Stored entries:
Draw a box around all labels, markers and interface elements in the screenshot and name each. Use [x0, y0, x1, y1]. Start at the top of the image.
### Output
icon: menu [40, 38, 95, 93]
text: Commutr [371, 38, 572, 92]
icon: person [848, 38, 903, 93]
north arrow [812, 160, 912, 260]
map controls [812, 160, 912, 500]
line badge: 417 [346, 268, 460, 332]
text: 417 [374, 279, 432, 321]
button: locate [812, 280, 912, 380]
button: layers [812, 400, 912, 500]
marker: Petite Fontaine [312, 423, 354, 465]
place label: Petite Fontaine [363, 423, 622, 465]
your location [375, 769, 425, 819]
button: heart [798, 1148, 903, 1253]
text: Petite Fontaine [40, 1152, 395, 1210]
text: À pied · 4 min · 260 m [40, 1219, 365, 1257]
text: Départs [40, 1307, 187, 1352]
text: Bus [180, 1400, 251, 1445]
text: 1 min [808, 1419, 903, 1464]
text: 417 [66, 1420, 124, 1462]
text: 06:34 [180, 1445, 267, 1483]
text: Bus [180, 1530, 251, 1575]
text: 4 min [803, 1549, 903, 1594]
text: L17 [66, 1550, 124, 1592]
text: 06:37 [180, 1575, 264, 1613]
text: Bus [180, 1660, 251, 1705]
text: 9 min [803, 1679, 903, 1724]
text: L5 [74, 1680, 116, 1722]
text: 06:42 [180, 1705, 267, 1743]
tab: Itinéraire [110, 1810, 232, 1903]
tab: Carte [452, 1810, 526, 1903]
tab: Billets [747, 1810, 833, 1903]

Work order:
Could you reproduce every entry above exactly as written?

Result of this exercise:
Draw a box around all labels, markers and interface elements in the screenshot and name each. Use [x0, y0, x1, y1]. Start at the top of the image.
### Output
icon: menu [40, 38, 95, 93]
text: Commutr [371, 38, 572, 92]
icon: person [848, 38, 903, 93]
north arrow [812, 160, 912, 260]
map controls [812, 160, 912, 500]
line badge: 417 [346, 268, 460, 332]
text: 417 [374, 279, 432, 321]
button: locate [812, 280, 912, 380]
button: layers [812, 400, 912, 500]
marker: Petite Fontaine [312, 423, 354, 465]
place label: Petite Fontaine [363, 423, 622, 465]
your location [375, 769, 425, 819]
button: heart [798, 1148, 903, 1253]
text: Petite Fontaine [40, 1152, 395, 1210]
text: À pied · 4 min · 260 m [40, 1219, 365, 1257]
text: Départs [40, 1307, 187, 1352]
text: Bus [180, 1400, 251, 1445]
text: 1 min [808, 1419, 903, 1464]
text: 417 [66, 1420, 124, 1462]
text: 06:34 [180, 1445, 267, 1483]
text: Bus [180, 1530, 251, 1575]
text: 4 min [803, 1549, 903, 1594]
text: L17 [66, 1550, 124, 1592]
text: 06:37 [180, 1575, 264, 1613]
text: Bus [180, 1660, 251, 1705]
text: 9 min [803, 1679, 903, 1724]
text: L5 [74, 1680, 116, 1722]
text: 06:42 [180, 1705, 267, 1743]
tab: Itinéraire [110, 1810, 232, 1903]
tab: Carte [452, 1810, 526, 1903]
tab: Billets [747, 1810, 833, 1903]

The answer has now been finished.